I'm working on a binary classification problem on this dataset, using the k-nn algorithm.
For the performance evaluation and the parameter tuning (i.e. the choosing of k) I'm using the nested cross validation.
I split my dataset in 5 equal sized fold, and then I performed a cross validation for every training set/fold (i.e. I took from the fold the training set, on which I split it in 5 equal sized fold) for the k tuning. I've taken a specified set of values for the k tuning (1, 3, 5, 7, 9, 11, 13, etc)
For every nested cross validation I've taken the best k and I used it for the current fold evaluation.

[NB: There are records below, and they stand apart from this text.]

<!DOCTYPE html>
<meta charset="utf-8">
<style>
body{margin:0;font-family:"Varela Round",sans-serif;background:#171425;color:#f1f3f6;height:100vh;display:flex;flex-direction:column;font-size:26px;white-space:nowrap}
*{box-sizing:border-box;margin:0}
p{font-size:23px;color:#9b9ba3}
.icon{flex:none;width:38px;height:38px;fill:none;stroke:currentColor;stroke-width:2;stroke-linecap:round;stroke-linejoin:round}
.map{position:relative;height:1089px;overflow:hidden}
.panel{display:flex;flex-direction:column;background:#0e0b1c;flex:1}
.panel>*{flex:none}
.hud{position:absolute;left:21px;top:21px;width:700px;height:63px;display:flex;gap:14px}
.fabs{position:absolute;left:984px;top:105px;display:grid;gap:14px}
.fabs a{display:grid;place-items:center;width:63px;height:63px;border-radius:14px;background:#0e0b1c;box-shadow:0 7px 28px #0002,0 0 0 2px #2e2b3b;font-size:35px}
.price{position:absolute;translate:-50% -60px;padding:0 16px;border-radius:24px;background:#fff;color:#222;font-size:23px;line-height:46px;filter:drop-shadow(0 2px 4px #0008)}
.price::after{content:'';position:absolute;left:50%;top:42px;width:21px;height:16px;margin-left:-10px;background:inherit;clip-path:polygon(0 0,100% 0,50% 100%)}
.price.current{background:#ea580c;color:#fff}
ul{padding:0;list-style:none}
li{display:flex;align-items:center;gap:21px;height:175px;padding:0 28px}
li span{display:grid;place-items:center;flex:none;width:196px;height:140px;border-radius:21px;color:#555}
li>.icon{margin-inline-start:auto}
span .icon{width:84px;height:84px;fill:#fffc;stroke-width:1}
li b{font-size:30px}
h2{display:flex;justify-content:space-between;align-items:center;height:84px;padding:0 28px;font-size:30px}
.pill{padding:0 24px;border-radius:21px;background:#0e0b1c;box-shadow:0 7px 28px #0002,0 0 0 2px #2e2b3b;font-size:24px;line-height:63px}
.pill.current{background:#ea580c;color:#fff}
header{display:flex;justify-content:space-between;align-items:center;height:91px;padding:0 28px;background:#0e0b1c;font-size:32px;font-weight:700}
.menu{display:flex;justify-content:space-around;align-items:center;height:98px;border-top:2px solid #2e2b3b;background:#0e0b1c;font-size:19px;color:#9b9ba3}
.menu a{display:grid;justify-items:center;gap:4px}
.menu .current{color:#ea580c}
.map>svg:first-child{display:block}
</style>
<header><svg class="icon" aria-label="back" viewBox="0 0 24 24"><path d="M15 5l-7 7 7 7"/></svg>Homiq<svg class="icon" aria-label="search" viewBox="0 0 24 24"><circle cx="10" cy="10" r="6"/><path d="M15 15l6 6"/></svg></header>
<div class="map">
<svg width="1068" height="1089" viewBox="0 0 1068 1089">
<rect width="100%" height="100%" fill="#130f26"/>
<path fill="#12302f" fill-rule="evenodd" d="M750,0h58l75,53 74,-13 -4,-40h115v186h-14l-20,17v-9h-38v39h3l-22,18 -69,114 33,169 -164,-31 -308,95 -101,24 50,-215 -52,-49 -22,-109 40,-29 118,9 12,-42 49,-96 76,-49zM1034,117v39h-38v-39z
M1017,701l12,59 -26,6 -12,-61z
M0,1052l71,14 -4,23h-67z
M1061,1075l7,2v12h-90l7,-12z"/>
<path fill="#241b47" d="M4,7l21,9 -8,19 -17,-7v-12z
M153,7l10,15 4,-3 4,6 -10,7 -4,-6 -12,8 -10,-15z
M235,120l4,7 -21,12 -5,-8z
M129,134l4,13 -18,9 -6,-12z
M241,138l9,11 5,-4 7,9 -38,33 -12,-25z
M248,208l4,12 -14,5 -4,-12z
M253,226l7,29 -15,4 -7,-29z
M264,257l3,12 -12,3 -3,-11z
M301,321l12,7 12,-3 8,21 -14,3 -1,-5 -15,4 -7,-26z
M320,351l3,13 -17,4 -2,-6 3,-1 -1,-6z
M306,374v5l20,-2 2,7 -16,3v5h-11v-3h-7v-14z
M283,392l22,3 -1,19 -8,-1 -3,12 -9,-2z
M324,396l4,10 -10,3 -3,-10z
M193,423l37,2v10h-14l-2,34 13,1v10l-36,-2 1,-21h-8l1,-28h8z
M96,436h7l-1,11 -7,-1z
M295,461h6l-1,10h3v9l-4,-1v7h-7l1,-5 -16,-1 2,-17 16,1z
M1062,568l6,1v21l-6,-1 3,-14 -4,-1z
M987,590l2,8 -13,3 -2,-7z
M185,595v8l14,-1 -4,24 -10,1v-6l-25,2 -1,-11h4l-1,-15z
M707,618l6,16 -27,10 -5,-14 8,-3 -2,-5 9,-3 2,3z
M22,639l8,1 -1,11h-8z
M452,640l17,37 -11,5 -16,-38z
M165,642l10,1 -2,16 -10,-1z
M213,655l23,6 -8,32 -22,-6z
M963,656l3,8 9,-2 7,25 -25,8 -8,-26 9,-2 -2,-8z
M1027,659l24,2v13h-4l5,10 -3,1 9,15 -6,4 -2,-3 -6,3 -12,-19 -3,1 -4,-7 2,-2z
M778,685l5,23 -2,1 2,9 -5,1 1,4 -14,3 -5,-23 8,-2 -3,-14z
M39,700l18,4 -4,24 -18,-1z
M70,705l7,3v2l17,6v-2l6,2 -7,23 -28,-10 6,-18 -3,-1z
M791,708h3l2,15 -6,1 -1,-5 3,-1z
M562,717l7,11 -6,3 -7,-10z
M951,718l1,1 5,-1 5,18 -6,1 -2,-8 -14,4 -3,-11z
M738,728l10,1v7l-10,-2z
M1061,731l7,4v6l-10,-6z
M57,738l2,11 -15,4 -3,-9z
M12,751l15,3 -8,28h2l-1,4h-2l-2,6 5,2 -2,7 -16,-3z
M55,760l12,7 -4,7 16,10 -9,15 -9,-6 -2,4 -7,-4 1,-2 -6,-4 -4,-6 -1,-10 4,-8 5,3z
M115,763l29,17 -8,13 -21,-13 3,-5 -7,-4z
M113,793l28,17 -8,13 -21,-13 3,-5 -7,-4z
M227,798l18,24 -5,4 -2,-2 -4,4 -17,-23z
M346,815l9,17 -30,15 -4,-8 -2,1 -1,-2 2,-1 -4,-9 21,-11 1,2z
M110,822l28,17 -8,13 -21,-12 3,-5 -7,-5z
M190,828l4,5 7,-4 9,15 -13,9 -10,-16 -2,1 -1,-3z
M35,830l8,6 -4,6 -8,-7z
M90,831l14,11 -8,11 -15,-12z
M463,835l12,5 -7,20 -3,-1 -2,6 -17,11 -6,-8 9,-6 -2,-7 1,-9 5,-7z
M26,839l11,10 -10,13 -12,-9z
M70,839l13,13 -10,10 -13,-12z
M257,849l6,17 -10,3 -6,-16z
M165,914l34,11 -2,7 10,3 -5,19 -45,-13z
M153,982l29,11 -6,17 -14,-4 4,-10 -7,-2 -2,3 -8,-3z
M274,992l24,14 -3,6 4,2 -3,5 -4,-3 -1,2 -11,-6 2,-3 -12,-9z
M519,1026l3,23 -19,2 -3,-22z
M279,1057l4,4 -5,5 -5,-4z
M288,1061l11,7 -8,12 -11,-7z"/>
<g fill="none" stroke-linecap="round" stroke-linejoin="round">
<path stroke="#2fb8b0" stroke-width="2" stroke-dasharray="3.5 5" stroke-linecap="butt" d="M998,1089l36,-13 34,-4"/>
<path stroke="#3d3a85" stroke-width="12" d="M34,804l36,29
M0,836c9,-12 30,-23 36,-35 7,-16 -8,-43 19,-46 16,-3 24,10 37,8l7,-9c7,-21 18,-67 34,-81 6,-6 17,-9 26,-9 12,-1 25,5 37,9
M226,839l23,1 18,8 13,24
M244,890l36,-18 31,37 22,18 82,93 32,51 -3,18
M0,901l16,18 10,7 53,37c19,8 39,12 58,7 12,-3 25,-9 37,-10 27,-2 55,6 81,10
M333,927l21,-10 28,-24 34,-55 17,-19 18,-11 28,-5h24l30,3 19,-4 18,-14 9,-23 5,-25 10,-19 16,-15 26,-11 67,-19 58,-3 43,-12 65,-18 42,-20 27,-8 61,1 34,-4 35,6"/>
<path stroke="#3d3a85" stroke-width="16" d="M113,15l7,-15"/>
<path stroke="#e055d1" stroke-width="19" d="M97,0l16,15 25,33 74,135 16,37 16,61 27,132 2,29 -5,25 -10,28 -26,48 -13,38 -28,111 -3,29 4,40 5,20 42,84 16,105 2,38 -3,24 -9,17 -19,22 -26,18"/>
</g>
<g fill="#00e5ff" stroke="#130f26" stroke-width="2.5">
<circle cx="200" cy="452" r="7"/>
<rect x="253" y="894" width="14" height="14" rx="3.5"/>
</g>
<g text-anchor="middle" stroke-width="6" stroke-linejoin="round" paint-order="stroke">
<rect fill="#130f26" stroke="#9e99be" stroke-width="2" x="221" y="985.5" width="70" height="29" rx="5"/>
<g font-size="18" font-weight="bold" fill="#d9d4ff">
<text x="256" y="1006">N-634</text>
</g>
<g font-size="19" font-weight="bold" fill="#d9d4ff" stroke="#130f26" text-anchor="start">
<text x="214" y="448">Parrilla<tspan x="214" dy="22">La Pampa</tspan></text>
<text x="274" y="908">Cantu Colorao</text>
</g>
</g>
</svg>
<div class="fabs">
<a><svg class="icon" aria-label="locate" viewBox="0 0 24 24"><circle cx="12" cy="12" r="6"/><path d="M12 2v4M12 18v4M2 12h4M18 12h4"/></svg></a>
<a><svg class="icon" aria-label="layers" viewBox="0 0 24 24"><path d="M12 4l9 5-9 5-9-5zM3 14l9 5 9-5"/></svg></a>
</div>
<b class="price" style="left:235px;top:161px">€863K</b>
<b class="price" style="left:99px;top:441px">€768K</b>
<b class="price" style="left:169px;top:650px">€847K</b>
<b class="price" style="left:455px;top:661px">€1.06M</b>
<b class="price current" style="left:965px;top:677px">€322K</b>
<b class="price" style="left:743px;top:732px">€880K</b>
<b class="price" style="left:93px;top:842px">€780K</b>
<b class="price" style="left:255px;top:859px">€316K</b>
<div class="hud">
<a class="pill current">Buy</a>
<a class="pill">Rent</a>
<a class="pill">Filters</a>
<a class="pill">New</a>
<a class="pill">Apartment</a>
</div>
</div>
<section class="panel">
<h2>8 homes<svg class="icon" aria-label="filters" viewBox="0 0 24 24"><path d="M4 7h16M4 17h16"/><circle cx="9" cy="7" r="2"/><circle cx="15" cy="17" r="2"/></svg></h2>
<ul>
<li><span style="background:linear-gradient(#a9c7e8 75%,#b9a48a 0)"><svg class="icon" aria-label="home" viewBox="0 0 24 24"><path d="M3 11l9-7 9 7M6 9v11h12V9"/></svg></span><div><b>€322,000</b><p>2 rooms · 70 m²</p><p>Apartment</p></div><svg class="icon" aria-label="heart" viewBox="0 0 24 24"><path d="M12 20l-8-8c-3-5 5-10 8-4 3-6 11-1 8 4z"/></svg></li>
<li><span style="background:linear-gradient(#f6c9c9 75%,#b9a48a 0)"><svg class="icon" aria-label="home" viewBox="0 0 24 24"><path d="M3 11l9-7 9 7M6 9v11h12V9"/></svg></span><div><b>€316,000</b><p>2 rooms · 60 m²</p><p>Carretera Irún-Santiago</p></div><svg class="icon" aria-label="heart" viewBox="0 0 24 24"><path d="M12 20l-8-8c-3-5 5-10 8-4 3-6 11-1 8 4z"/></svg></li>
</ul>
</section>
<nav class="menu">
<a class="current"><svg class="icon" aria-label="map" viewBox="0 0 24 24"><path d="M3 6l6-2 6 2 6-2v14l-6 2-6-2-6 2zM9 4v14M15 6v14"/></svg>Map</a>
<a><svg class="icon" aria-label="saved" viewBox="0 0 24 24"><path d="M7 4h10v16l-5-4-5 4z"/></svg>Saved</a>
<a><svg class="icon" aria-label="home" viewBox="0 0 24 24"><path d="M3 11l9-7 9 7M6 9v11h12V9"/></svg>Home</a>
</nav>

I've drawn an example schema for explanation:
I got, for example, these results (cross validation with 5 fold):
- First fold, best k = 11, accuracy = 0.785:
- Second fold, best k = 11, accuracy = 0.776:
- Third fold, best k = 11, accuracy = 0.786:
- Fourth fold, best k = 11, accuracy = 0.791:
- Fifth fold, best k = 9, accuracy = 0.793:
With an overall performance of 0.7853669 (accuracies mean)
Now, because I don't get for every fold the same best k (selection done with the inner cross validation), which k I need to use for my final model (the one which I will use for real classification)?
makes it sense to use the mean of the best k?
Or need I to do on all the dataset a inner cross validation for the final k selection? And saying that the expected performance will be the one evaluated with the nested cross validation?